• **YOUR INSTRUCTIONS**:
Scan the data below and copy each line where "weight" occurs.

Start of DATA EXCERPTS

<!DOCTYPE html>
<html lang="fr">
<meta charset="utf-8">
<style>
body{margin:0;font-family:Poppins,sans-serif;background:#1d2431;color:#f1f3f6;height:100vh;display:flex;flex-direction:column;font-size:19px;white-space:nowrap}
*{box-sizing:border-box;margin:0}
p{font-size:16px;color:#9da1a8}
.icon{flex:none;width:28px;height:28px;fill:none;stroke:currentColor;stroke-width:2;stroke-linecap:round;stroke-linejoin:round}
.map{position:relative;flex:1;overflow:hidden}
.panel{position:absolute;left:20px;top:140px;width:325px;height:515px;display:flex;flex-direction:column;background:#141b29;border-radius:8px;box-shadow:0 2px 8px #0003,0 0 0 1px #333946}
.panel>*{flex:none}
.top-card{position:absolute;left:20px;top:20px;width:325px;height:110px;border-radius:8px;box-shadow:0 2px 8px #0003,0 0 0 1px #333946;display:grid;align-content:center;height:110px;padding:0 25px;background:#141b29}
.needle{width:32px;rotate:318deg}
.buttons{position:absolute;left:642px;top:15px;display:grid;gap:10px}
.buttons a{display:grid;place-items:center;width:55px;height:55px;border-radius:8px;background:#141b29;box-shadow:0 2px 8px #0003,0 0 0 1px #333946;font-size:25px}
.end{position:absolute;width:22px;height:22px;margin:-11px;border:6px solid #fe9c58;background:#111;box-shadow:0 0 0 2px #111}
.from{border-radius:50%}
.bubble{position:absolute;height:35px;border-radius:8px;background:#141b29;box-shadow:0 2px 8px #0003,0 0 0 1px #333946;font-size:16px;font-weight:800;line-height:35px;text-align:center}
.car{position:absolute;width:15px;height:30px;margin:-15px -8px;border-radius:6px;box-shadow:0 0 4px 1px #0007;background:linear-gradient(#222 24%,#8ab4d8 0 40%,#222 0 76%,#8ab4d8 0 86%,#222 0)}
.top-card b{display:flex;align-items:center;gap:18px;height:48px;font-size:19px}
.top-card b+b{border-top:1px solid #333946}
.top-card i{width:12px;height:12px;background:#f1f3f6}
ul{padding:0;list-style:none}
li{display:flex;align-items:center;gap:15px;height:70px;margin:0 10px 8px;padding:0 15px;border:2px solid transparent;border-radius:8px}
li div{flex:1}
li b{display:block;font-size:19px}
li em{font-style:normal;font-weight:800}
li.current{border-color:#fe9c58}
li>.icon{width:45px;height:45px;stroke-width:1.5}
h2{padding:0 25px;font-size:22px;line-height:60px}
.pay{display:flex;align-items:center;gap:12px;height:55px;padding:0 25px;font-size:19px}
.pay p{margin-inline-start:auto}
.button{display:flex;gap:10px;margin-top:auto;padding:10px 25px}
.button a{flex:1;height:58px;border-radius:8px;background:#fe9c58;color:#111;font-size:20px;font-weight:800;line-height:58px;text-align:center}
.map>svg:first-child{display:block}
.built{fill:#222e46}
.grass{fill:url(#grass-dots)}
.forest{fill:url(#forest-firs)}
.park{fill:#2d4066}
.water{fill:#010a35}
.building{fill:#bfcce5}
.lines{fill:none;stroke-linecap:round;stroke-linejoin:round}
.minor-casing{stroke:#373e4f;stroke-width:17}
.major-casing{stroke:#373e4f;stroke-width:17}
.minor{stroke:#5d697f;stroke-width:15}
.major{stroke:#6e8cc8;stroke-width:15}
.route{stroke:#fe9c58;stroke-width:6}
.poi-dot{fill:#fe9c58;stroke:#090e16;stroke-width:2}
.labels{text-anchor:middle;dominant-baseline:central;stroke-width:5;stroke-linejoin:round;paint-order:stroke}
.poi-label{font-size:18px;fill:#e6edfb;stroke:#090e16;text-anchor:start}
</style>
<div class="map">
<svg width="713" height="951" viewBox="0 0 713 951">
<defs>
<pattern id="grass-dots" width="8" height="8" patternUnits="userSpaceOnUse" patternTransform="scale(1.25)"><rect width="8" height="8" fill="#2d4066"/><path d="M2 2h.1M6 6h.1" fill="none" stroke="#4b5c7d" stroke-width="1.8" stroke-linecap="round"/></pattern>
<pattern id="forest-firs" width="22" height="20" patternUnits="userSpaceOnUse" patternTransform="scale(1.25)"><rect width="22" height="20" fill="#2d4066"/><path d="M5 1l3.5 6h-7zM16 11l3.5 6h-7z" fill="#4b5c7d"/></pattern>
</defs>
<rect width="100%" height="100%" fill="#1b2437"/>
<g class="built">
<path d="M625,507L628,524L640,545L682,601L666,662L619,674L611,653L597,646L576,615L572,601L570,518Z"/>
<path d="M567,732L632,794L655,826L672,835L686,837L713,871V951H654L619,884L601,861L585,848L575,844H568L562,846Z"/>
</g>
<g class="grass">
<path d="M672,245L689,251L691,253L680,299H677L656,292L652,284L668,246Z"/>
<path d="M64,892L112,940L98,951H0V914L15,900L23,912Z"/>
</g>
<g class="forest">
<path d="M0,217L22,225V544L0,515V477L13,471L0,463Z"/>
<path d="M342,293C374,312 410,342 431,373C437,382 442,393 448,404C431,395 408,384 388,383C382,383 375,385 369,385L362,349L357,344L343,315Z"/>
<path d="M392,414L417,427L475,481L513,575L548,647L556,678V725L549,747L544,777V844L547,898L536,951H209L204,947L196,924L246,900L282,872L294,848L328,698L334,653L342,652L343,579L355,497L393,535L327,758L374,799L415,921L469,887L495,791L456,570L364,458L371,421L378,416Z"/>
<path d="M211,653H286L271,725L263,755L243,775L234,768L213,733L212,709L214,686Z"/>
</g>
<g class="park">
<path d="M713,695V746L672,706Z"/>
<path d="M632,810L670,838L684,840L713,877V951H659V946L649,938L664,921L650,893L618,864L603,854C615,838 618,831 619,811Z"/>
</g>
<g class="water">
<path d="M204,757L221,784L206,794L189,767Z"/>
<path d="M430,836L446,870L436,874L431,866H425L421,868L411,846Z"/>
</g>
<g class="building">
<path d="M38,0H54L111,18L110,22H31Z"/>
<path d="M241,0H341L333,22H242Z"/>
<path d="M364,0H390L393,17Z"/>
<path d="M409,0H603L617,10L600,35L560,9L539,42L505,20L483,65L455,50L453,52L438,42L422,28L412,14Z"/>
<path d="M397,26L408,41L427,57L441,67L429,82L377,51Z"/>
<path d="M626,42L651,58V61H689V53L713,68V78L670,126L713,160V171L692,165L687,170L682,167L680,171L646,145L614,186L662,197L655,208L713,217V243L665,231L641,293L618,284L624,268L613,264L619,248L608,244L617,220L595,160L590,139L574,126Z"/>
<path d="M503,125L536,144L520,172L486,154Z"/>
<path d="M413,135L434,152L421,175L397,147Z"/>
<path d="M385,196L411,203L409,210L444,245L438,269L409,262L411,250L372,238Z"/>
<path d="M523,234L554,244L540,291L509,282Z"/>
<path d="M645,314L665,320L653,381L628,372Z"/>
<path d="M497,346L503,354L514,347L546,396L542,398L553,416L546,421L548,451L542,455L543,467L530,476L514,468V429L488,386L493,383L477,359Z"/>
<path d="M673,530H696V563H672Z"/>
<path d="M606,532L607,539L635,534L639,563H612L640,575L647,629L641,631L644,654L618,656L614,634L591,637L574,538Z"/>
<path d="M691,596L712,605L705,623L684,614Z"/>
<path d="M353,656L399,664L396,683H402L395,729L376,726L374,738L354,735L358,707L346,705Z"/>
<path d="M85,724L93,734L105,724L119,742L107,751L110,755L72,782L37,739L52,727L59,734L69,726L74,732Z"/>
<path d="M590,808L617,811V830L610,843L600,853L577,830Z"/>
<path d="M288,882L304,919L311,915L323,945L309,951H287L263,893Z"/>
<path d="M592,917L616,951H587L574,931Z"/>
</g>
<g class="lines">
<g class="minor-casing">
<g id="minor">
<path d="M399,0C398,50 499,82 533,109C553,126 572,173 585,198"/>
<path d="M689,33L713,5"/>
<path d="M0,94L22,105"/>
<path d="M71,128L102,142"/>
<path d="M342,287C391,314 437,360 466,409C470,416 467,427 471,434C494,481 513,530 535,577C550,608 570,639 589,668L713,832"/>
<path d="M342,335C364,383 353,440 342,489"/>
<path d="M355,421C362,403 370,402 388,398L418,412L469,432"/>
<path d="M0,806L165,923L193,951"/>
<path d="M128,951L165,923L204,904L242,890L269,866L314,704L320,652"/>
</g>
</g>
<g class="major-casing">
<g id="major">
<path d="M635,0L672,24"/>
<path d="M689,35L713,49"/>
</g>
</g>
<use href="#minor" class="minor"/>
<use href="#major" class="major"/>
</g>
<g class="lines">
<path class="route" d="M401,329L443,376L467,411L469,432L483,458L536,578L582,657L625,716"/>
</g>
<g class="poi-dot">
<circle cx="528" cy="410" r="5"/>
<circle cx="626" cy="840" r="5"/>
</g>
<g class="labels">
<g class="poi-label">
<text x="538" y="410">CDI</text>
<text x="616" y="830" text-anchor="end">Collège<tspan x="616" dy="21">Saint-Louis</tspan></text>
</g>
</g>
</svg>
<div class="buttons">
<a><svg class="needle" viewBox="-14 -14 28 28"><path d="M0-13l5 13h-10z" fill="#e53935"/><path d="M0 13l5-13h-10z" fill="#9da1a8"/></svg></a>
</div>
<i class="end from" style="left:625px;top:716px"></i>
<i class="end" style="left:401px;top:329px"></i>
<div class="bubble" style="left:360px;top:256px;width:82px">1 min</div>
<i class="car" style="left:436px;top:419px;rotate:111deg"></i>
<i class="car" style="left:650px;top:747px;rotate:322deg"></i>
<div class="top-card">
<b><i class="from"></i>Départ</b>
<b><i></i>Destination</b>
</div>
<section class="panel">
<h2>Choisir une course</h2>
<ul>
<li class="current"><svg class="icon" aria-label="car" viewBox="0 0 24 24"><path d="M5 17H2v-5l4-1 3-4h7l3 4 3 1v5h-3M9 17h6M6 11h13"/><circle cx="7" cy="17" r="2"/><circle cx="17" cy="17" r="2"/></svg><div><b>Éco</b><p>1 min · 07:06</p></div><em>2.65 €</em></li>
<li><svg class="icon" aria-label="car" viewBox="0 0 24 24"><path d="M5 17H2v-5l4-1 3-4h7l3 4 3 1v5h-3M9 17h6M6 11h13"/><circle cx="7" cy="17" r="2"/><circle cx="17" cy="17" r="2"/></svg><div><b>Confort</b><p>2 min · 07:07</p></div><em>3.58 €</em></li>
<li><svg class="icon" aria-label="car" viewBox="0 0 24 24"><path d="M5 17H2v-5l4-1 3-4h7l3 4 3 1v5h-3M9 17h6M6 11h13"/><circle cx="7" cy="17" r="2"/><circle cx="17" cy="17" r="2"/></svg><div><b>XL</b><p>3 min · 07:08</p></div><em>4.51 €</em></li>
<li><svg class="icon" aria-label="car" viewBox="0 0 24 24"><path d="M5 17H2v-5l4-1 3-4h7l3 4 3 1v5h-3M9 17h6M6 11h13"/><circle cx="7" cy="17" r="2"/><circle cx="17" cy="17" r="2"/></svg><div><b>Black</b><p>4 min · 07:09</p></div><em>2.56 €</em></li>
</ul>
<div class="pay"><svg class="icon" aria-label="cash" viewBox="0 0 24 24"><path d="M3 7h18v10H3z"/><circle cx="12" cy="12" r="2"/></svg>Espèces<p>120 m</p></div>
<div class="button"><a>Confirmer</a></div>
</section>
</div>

End of DATA EXCERPTS

• **ANSWER TO THE PROBLEM**:
.bubble{position:absolute;height:35px;border-radius:8px;background:#141b29;box-shadow:0 2px 8px #0003,0 0 0 1px #333946;font-size:16px;font-weight:800;line-height:35px;text-align:center}
li em{font-style:normal;font-weight:800}
.button a{flex:1;height:58px;border-radius:8px;background:#fe9c58;color:#111;font-size:20px;font-weight:800;line-height:58px;text-align:center}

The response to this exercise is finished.